先月読んだ本から

年明け早々家人が風邪で寝込み、それもそろそろ回復するかなと思った頃に今度は私がインフルエンザに…というわけで今年の読書計画はしょっぱなから出遅れ感たっぷり。まあ気を取り直してがんばろー。


探偵ブロディの事件ファイル

探偵ブロディの事件ファイル

『探偵ブロディの事件ファイル』:ケイト・アトキンソンの「ちょっと不思議」系小説はあんまり好みじゃないんだけど、これは良い意味で筋の取っ散らかった感じが、謎解決に一直線!なミステリとは一味違って面白かった。シリーズ化されているそうで今後も期待。
イマジカBSでテレビドラマも放映するみたいですね。私は観れないけど…)


ベルリンに一人死す

ベルリンに一人死す

ベルリンに一人死す』:ドイツ本国での出版は1947年ながら、近年欧米各国を中心に再評価されている作品。まさか日本語版まで出るとは思ってなかったですが、かなりの大作なのでこうやって翻訳で読めるのはありがたい。しかも読み始めると緊張感みなぎる内容で一気読みでした。息子の戦死をきっかけにナチス批判を始めるという、あくまで庶民の感覚から導き出される些細で無謀な行動は結局不毛のようでありながら、実はじんわりと後世に影響を与えてくるのはこういう行動なのかな、と微かな希望を与えてくれます。
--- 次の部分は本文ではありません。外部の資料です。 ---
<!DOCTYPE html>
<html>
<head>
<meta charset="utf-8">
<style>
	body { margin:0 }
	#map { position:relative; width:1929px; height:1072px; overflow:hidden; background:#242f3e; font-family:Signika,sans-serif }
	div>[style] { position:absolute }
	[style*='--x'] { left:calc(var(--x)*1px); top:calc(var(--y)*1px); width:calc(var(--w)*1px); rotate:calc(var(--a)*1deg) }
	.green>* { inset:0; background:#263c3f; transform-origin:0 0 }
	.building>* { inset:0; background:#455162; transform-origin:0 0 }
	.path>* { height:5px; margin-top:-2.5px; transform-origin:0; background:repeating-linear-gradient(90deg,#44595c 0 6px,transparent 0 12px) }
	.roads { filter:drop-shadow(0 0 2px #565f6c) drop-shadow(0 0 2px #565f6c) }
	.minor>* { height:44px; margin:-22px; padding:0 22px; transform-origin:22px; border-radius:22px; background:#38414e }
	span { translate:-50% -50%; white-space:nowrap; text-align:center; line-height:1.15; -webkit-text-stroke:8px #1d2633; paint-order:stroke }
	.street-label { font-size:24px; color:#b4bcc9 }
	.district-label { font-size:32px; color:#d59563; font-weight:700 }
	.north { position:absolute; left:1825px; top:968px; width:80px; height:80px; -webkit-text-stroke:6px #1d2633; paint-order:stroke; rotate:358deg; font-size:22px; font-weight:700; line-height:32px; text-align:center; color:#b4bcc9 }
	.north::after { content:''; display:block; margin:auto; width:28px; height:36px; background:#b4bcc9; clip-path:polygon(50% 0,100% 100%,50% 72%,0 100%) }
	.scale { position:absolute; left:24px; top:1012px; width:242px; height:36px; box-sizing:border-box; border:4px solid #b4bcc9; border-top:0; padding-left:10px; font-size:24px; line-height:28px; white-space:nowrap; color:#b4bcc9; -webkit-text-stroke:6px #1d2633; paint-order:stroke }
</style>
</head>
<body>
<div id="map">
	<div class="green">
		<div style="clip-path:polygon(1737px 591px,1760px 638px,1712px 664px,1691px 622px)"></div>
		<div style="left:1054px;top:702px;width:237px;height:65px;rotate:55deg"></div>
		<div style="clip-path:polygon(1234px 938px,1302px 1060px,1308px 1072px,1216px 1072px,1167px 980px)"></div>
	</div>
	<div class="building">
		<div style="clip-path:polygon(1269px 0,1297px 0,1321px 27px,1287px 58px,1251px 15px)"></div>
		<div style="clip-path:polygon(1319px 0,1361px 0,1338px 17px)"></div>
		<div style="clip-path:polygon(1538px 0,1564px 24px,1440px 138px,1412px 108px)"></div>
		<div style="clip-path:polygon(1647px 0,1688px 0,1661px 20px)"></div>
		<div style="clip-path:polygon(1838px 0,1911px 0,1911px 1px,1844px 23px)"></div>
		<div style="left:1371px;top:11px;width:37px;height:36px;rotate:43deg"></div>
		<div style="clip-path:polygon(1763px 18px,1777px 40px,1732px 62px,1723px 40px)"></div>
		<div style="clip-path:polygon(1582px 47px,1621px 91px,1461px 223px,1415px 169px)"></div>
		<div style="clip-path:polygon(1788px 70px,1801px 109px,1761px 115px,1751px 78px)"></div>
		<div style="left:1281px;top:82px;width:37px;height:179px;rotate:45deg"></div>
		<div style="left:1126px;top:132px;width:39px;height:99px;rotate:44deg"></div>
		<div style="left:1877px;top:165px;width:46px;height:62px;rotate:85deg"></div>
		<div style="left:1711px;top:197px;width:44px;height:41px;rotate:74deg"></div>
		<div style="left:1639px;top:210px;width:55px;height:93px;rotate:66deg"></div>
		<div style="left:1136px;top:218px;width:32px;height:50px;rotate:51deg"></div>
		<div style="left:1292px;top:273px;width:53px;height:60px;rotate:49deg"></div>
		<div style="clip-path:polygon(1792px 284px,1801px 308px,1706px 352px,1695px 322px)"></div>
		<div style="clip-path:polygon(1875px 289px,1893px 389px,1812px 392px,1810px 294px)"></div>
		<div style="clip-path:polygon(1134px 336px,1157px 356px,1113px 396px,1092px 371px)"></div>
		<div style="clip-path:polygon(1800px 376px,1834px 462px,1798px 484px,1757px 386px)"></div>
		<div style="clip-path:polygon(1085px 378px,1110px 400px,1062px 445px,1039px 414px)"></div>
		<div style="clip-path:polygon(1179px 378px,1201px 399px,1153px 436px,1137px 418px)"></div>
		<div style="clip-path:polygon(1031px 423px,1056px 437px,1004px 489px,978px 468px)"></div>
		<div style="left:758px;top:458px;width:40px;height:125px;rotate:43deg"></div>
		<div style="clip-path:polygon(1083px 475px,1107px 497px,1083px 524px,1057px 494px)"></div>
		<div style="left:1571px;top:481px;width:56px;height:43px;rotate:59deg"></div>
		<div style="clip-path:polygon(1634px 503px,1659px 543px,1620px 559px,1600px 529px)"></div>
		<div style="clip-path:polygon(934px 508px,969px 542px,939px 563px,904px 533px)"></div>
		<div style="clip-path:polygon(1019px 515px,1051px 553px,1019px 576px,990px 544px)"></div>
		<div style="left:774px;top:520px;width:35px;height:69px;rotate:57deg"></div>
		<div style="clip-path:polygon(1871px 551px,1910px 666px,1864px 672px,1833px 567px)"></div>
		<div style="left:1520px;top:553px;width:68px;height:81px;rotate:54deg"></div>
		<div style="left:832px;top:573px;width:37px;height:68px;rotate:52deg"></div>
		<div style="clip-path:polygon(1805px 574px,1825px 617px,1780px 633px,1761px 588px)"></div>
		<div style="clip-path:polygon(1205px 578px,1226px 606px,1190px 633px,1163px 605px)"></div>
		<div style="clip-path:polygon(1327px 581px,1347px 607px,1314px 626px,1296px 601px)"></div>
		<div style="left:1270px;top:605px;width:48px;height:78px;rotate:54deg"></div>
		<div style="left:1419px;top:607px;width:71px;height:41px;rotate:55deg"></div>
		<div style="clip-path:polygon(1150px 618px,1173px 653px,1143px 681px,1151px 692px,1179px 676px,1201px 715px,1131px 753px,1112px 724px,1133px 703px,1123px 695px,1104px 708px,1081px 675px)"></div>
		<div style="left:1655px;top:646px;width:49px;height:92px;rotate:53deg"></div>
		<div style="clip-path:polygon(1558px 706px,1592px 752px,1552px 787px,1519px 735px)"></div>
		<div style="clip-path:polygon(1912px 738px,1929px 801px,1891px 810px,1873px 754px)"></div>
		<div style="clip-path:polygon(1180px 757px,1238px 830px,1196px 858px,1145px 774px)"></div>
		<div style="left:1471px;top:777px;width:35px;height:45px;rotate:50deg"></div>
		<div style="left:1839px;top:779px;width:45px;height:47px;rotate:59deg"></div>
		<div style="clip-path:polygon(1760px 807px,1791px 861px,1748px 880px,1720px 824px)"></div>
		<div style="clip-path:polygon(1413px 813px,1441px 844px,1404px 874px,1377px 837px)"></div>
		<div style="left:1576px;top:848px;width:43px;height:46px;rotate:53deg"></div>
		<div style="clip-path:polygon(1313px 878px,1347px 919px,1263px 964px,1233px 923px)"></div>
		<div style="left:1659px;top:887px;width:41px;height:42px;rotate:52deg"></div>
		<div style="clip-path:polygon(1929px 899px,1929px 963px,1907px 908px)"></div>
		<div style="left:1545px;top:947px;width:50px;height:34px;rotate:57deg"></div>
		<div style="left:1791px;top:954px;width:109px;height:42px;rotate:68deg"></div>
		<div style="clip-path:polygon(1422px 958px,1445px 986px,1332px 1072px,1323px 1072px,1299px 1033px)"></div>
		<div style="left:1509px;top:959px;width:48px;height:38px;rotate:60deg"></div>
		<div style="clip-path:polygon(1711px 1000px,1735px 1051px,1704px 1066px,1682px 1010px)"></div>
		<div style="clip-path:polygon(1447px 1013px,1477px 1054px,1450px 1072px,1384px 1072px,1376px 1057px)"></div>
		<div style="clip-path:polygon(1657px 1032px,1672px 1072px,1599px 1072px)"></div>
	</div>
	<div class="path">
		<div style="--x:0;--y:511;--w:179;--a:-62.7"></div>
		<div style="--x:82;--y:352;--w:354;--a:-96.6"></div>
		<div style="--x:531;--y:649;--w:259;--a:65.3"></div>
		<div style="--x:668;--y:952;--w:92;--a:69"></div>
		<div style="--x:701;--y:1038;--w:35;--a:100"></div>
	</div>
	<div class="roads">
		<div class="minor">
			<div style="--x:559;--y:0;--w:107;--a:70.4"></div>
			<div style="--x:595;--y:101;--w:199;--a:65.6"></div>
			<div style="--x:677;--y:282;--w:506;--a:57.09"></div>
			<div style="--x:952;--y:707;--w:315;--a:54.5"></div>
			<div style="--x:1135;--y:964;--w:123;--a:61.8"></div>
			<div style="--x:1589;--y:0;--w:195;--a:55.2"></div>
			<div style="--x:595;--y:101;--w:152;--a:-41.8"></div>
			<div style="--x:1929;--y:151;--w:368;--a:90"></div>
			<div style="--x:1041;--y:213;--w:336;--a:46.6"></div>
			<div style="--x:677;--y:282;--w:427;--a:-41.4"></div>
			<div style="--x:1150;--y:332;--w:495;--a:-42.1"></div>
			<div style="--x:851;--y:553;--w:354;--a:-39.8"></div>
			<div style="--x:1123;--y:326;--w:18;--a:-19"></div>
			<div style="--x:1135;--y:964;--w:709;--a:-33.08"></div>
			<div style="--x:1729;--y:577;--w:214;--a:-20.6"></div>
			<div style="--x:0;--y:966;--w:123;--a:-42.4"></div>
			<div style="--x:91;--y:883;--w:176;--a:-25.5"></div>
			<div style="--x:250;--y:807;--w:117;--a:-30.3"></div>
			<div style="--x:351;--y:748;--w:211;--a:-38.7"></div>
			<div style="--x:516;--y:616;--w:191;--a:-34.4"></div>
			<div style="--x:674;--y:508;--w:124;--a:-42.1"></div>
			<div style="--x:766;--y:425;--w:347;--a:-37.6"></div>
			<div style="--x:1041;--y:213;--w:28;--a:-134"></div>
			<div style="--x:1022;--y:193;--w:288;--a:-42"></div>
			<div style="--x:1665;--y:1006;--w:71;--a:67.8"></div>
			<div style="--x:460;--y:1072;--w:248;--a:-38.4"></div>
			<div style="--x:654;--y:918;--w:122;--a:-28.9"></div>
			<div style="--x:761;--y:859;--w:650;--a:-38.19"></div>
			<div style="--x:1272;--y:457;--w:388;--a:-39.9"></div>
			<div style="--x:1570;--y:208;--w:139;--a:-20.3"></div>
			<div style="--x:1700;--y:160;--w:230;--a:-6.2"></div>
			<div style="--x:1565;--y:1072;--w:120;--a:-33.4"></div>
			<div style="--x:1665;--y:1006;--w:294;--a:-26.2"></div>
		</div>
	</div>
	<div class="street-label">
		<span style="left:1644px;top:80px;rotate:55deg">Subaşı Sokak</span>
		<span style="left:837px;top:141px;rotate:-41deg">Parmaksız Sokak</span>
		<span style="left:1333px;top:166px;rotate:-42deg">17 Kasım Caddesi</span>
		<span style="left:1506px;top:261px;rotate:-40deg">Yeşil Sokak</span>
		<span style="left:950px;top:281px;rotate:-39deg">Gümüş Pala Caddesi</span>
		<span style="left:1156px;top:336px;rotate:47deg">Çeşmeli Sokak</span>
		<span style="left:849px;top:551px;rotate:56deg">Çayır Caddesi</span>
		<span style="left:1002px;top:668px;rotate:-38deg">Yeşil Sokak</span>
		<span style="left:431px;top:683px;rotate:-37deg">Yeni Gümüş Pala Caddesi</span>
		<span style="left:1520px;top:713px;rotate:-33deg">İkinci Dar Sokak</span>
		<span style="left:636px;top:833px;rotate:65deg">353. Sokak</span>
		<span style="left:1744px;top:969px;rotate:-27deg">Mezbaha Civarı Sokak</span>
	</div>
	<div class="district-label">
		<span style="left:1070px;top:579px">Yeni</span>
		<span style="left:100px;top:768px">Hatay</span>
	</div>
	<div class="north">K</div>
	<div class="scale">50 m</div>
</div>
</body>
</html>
ドイツでは何度か映像化されていますが、再映画化の動きもあるということ


古事記(現代語訳:池澤夏樹)』:ラインナップを見ただけで「うううこれは…ッ!」と唸らされた今回の河出書房の日本文学全集ですが、まずは御手本をお見せしましょう、と池澤氏自らの訳による「古事記」がリリース。刊行記念のシンポジウムでは現在翻訳中の皆さんがその苦しみを口々に語っておりましたが、この「古事記」が彼らにも一つの指標(「ああ、ここまで冒険してもいいのか」)として機能することは間違いないでしょう。池澤氏自身が序文できちんと解説していますが、非常に明確な方針で翻訳されていることもあって、読みやすく面白くしかも勉強になる内容でした。他の現代語訳もどうなるのか楽しみ!


現代世界の十大小説 (NHK出版新書)

現代世界の十大小説 (NHK出版新書)

先駆けて成功を収めた世界文学全集発刊に関するエピソードが↑の序章に書かれています。日本文学全集については河出の編集者に持ちかけられても「自分は適任じゃない」と断っていたそうですが、震災を経て心境に変化が生じたとか。


とげ抜き 新巣鴨地蔵縁起 (講談社文庫)

とげ抜き 新巣鴨地蔵縁起 (講談社文庫)

前述のシンポジウムで一番インパクトがあったのがこの方。これまでにも幾つか作品は読んでいたのですが、かなり赤裸々な主題を扱うので俗にいう「子宮でものを考える」タイプなら嫌だなあと思っていたのですが、実際にお目にかかるとなんとも豪快で率直で可愛らしくてすっかりファンになっちゃいましたね。巣鴨は自分にとって近しい場所ということもあって、これはとっても面白く読めました。


BBCのテレビドラマでは↓を鑑賞:

Quirke [DVD] [Import]

Quirke [DVD] [Import]

「病理医クワーク」公式サイト(AXNミステリー)
ベンジャミン・ブラック(=ジョン・バンヴィル)原作の映像化。いやもうクワーク役のガブリエル・バーンがカッコいいのなんの。おぢさん好きにはたまりません:

ダブリンで死んだ娘 (ランダムハウス講談社文庫 フ 10-1)

ダブリンで死んだ娘 (ランダムハウス講談社文庫 フ 10-1)

溺れる白鳥 (RHブックス・プラス)

溺れる白鳥 (RHブックス・プラス)

アイルランドの陰鬱な風景とガブリエル・バーンの憂いを帯びた表情が合いすぎている…他の俳優さんたちも皆アイルランド出身者で揃えたとか。さすがBBCは徹底してるなあ。個人的にはフィービの「だめんずうぉーかー」ぶりがとっても心配です。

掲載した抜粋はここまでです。